After more than 40 years of experience as an educator in such diverse systems as New York, Pasadena and San Francisco, Cortines said he still has hope for the future of urban education.
He said he thinks the United States is doing a better job educating its youth than ever before.
"When I first started 41 years ago, there were no records," he said. "We didn't know what a dropout was -- if someone didn't show up to school, no one noticed."
Cortines said he thinks the public has lost sight of the mission of education -- academic achievement.
"I believe that all children can learn," he said.
Cortines said all too often the "strawmen of ethnicity and socio-economic problems" are proposed to explain the problems many youngsters have in urban schools.
"The problem is not with the children, it is with the adults," he said. "America needs a commitment to education and its youth."
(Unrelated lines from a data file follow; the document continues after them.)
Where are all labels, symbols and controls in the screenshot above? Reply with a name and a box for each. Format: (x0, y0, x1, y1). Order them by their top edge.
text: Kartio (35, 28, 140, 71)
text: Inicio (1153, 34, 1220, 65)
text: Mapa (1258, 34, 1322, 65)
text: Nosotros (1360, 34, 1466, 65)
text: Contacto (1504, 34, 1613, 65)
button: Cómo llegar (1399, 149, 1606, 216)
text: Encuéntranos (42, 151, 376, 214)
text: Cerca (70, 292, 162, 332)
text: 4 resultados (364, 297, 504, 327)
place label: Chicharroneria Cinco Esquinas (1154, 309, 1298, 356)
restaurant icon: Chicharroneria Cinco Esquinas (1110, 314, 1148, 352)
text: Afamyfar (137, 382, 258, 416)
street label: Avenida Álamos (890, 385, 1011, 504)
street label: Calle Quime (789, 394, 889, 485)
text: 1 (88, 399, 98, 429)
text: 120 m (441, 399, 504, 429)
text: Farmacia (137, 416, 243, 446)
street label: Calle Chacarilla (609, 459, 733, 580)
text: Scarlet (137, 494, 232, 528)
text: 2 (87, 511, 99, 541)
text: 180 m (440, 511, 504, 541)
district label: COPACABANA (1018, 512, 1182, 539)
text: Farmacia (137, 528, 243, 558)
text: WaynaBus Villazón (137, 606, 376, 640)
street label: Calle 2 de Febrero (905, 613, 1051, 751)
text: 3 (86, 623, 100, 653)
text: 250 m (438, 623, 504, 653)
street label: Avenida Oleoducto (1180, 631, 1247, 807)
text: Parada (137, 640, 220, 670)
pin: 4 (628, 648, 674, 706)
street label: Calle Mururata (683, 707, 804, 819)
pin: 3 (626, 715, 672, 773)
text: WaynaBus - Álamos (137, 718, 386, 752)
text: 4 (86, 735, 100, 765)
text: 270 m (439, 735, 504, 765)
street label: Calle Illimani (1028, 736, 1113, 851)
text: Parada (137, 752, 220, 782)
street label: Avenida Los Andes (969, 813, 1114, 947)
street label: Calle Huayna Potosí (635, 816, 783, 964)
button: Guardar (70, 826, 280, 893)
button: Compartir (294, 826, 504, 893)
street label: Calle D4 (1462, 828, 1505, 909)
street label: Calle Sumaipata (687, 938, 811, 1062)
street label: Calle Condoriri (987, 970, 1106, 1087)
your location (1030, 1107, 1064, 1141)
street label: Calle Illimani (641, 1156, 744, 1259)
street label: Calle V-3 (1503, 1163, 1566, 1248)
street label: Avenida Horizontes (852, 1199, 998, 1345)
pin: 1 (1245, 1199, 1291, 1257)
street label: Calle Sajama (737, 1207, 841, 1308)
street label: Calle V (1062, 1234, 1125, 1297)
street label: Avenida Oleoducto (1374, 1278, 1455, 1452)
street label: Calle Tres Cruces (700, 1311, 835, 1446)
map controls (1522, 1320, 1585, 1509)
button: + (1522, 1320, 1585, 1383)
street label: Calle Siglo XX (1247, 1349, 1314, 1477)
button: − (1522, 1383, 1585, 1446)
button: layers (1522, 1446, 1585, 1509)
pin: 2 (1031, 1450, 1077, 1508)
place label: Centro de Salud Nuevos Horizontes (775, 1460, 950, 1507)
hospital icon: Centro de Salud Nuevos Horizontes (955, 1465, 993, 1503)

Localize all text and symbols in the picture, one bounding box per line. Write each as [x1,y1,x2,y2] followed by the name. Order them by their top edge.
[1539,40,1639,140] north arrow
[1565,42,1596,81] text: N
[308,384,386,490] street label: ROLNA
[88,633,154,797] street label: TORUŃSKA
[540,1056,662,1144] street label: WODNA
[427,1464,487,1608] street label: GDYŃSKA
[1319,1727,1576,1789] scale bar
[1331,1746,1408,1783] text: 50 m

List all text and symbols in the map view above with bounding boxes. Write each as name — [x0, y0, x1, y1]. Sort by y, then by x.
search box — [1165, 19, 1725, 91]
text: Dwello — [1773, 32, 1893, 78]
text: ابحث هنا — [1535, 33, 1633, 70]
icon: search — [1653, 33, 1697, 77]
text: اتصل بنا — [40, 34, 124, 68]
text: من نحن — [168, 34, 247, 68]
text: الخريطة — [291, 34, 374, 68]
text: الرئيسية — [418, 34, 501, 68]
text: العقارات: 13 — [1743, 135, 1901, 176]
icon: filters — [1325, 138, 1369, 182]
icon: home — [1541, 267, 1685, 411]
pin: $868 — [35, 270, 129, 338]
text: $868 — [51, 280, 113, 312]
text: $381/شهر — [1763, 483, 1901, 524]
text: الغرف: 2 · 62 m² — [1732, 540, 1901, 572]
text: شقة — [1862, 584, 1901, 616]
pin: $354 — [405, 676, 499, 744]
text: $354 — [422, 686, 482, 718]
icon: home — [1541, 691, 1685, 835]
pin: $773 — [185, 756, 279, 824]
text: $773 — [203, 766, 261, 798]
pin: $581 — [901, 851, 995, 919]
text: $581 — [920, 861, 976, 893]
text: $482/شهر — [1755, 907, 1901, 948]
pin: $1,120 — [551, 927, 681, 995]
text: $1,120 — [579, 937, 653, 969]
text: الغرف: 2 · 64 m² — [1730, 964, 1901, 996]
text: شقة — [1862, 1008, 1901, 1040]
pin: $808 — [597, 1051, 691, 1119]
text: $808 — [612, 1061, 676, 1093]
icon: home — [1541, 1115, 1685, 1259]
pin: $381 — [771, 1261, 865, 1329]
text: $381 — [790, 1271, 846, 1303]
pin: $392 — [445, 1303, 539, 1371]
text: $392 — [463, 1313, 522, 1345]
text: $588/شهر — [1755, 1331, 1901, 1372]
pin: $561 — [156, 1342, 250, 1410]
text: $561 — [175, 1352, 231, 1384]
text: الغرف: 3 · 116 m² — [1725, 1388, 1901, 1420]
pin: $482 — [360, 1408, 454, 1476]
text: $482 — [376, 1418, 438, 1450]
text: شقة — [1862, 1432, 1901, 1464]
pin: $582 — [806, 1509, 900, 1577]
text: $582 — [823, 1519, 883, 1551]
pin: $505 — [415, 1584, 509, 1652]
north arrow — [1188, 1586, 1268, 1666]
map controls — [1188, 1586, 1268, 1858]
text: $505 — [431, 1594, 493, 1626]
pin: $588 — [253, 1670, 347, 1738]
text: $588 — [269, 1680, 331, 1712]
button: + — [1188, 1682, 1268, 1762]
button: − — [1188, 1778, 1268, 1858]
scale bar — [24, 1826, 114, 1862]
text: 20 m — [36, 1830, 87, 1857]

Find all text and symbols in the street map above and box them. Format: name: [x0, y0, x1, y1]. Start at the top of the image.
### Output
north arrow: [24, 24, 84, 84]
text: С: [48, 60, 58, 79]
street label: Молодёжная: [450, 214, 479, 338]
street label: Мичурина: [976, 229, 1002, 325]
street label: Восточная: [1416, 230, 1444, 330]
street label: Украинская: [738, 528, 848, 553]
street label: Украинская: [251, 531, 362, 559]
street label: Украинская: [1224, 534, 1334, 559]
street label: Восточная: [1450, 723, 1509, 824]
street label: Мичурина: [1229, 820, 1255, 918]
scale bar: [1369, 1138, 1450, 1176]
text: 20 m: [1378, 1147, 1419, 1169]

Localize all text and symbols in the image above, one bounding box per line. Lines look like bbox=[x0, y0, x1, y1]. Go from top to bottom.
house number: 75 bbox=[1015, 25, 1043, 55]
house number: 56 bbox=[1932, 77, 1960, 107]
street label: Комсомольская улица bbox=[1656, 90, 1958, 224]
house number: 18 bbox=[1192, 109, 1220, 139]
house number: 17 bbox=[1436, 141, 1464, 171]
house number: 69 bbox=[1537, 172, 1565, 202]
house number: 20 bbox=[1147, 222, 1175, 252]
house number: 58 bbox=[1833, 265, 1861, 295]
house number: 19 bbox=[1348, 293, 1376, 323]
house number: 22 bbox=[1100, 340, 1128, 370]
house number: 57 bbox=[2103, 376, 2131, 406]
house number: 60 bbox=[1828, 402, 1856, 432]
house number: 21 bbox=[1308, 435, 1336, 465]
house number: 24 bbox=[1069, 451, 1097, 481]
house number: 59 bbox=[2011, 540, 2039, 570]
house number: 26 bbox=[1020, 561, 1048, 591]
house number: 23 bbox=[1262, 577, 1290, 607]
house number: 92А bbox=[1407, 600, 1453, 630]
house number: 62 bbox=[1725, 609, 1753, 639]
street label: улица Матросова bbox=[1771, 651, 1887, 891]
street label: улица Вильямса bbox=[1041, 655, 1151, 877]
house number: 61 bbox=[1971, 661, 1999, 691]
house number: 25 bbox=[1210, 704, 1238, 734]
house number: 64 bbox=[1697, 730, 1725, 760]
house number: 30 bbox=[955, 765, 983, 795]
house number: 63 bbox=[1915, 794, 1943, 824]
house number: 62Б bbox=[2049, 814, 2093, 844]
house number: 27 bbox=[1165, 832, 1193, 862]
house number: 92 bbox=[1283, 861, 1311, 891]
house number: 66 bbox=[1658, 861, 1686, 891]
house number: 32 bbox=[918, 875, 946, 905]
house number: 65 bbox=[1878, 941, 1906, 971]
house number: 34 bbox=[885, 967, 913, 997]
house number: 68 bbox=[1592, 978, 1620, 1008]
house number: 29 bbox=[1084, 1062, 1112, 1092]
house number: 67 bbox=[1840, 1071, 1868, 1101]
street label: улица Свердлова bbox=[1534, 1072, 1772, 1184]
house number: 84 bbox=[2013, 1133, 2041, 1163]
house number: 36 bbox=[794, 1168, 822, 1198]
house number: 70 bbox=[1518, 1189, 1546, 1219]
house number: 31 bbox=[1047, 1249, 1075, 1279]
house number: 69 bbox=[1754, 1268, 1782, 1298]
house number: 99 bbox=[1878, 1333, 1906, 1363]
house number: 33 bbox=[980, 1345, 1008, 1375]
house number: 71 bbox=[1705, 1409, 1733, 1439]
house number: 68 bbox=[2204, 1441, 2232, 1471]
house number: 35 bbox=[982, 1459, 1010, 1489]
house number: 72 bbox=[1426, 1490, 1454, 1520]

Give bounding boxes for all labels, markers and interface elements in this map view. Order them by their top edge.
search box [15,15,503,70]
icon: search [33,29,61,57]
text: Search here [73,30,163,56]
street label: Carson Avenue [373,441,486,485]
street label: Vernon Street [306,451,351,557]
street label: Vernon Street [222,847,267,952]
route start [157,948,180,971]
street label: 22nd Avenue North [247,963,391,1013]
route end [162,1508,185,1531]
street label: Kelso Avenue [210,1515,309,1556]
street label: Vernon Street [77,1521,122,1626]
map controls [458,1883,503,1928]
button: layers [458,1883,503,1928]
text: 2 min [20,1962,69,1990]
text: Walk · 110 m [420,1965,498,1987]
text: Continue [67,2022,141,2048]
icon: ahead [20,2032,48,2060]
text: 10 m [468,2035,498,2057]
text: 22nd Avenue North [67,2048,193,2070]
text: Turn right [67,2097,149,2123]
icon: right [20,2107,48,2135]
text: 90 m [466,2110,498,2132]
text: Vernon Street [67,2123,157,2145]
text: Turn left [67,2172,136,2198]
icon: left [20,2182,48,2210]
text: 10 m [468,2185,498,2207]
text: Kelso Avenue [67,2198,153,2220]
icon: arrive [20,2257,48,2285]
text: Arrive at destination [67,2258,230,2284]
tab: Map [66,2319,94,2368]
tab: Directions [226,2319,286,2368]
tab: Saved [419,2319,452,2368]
One of the problems Cortines addressed was the lack of continuing and proper teacher education. "We haven't invested the kind of money we need in teacher preparation," he said.
"Being empathetic is not enough to teach children to learn how to read," Cortines said. "Teaching reading skills is a scientific process."
He also pointed out that while the Unites States is constantly comparing its schools to those of Japan, one fundamental difference often overlooked is that Japanese teachers spend almost half of each day on professional development.
Knowledge of content of instruction is the key to effective teaching, he said. If you know your content, you are able to challenge students no matter what grade or reading level.
"It is the same material, just packaged differently" for students of varying reading abilities, he said.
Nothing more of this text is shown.